Polak and Jobs, Tourism and Innovation Minister Pat Bell joined members of the Nanwakolas First Nations to celebrate three significant milestones in the growing partnership with Nanwakolas Council Society: a reconciliation protocol, a forestry agreement and an addition to the Strategic Engagement Agreement.
A new reconciliation protocol will help five Kwakwaka'wakw First Nations, members of the Nanwakolas Council, maintain their important relationship to the land, while supporting communities and economic growth. The agreement will help the First Nations develop their economy through opportunities in forestry, tourism and clean energy.
Through the protocol agreement, B.C. also agrees to discuss revenue-sharing opportunities for tourism, mines and clean-power projects that may be developed. Carbon-offset sharing opportunities will be implemented, similar to reconciliation protocol agreements signed with the Coastal First Nations and Council of the Haida Nation.
The protocol agreement focuses on strengthening community prosperity and social development, which will in turn lay the foundations for improved community well-being. The First Nations will identify their social priorities through community plans and collaborate with the Province to determine programs and services that will help them achieve their human well-being objectives.

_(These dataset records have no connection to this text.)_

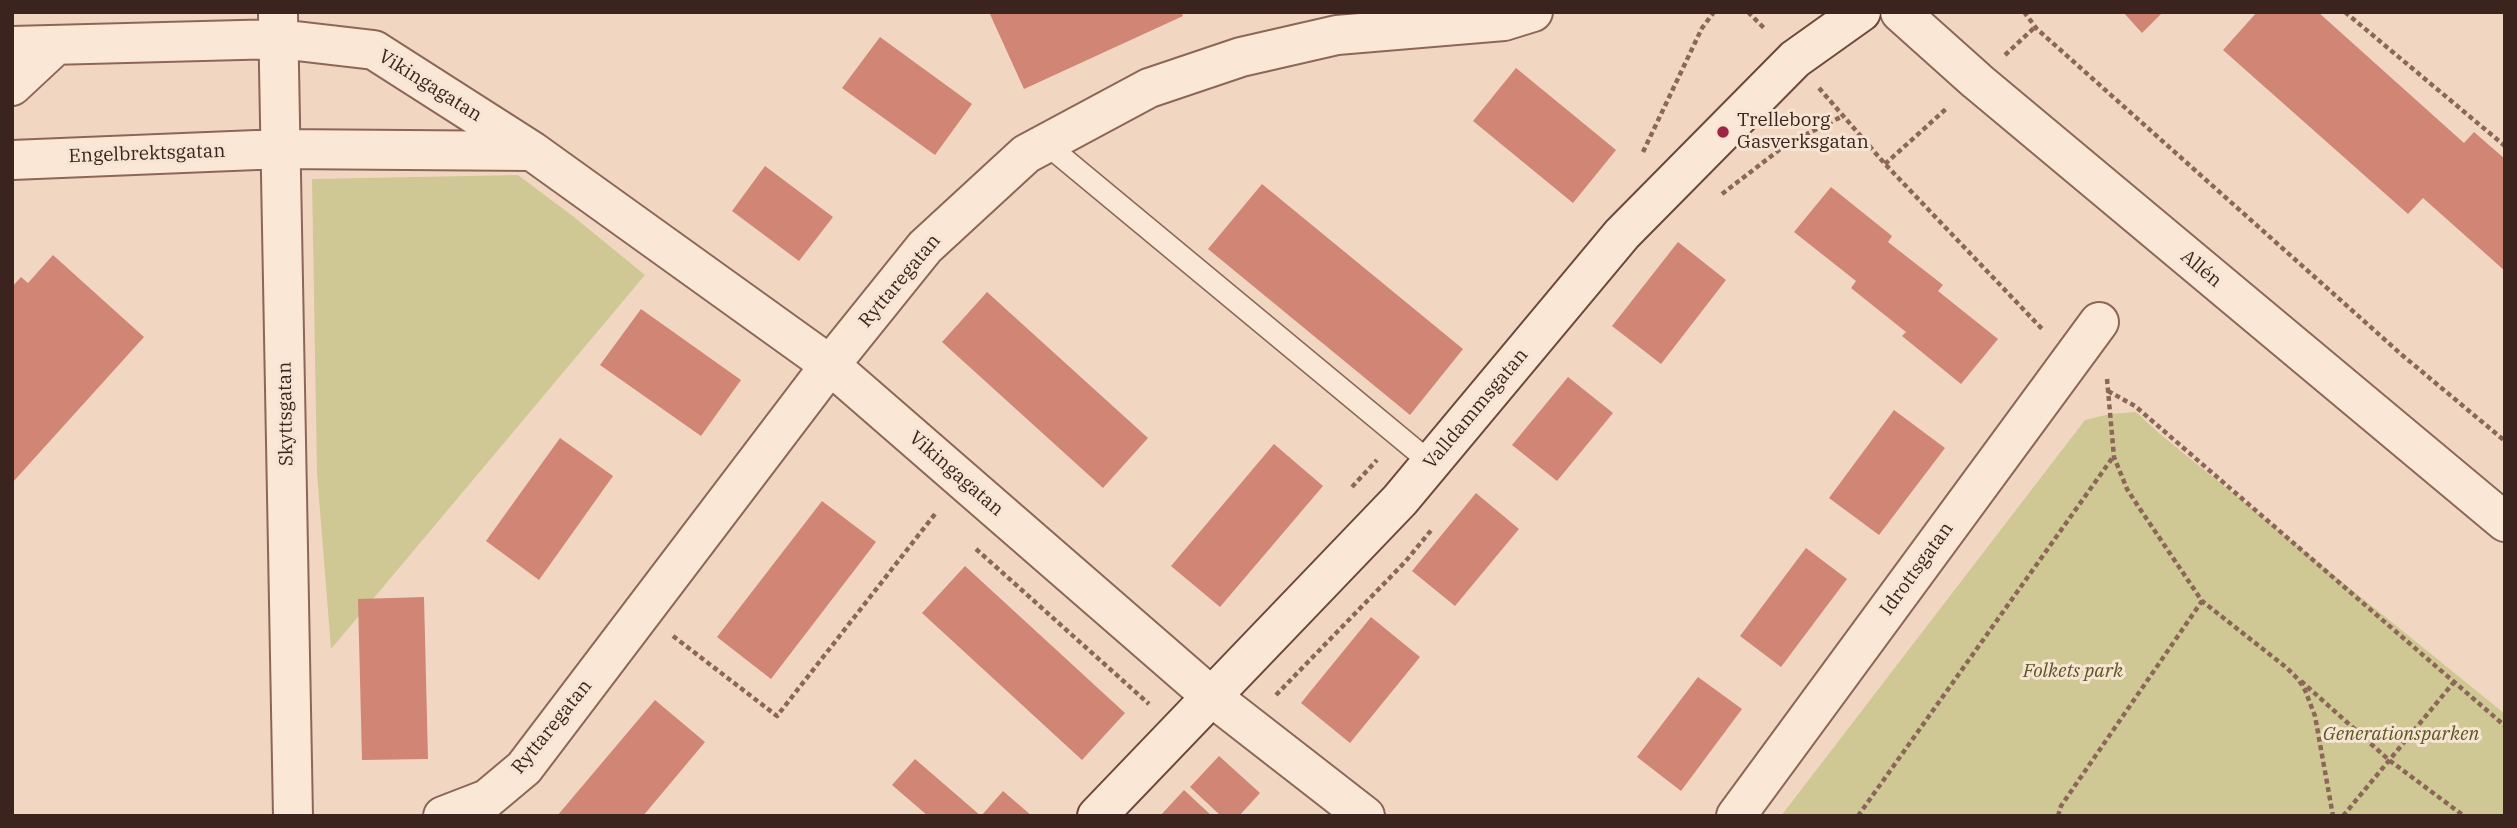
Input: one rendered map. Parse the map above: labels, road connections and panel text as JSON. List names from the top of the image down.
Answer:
{
  "streets": {
    "street": [
      "Vikingagatan",
      "Engelbrektsgatan",
      "Allén",
      "Ryttaregatan",
      "Valldammsgatan",
      "Skyttsgatan",
      "Idrottsgatan"
    ]
  },
  "crossings": [
    ["Vikingagatan", "Engelbrektsgatan"],
    ["Vikingagatan", "Ryttaregatan"],
    ["Vikingagatan", "Valldammsgatan"],
    ["Vikingagatan", "Skyttsgatan"],
    ["Engelbrektsgatan", "Skyttsgatan"]
  ],
  "parks": ["Folkets park", "Generationsparken"],
  "places": ["Trelleborg Gasverksgatan"]
}
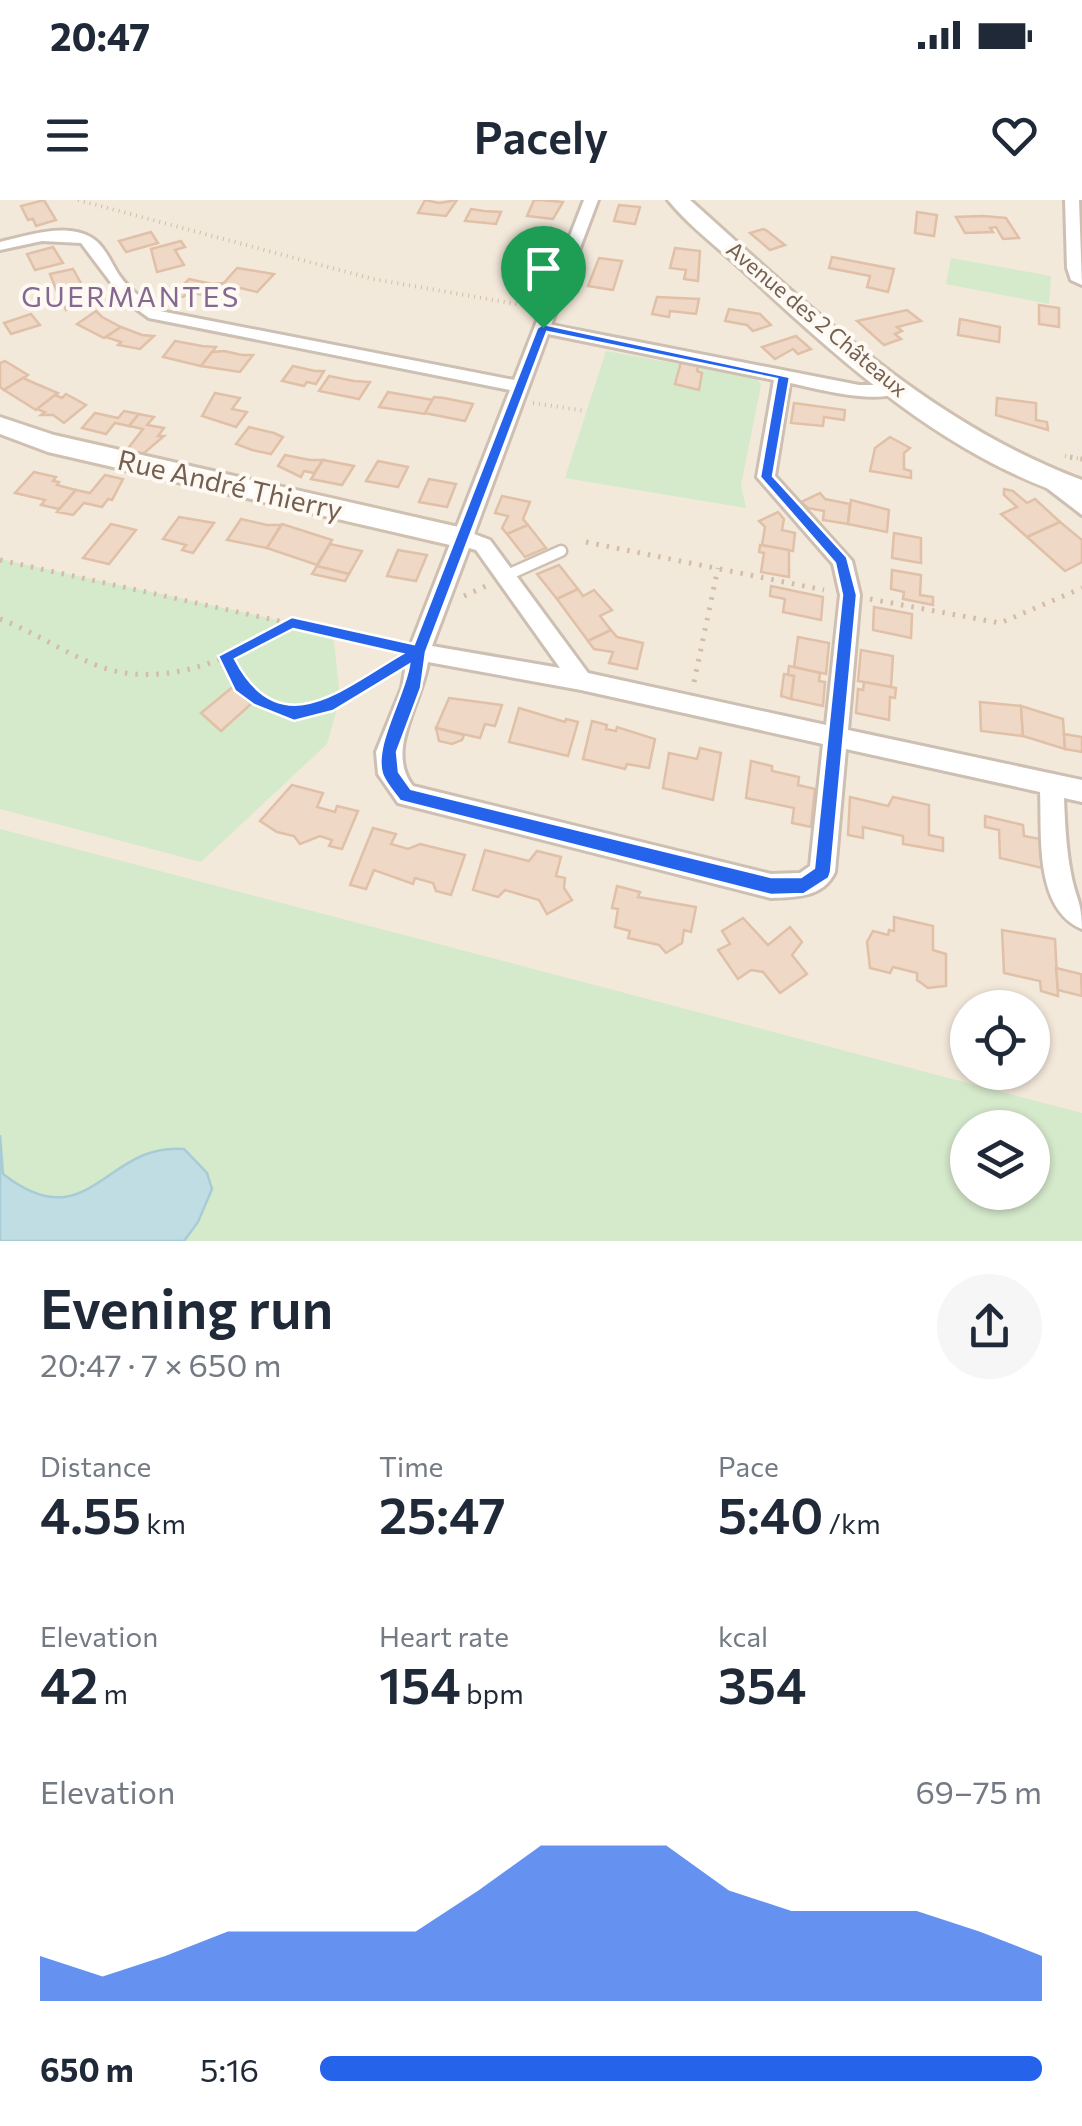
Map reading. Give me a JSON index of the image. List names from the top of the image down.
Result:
{
  "streets": {
    "main road": ["Avenue des 2 Châteaux", "Rue André Thierry"]
  },
  "districts": ["GUERMANTES"],
  "page": {
    "status": "20:47",
    "header": "Pacely",
    "heading": ["Evening run", "20:47 · 7 × 650 m"],
    "stats": [
      ["Distance", "4.55 km"],
      ["Time", "25:47"],
      ["Pace", "5:40 /km"],
      ["Elevation", "42 m"],
      ["Heart rate", "154 bpm"],
      ["kcal", "354"]
    ],
    "chart": ["Elevation", "69–75 m"],
    "list": [
      {
        "name": "650 m",
        "note": "5:16"
      }
    ]
  }
}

One of the key benefits of the protocol is the negotiation of a comprehensive forestry schedule that also takes effect today.
The forestry schedule gives the five First Nations access to 52,993 cubic metres of timber per year in various replaceable licences and 39, 457 cubic metres per year in five-year, non-replaceable licences. The schedule also commits the First Nations and Province to reach agreement on a model for joint-decision making on strategic forest management issues and enhanced forestry revenue-sharing, which will provide stability and certainty for all forestry operators in the area.
As another example of the growing relationship with the Nanwakolas First Nations, the Wei Wai Kum (formerly Campbell River) First Nation has chosen to join the Strategic Engagement Agreement (SEA) between the Province and Nanwakolas. First signed in 2009, seven Nanwakolas First Nations have now joined the agreement that formalizes a single window for referrals on natural resource applications within Nanwakolas traditional territory, providing increased certainty to investors.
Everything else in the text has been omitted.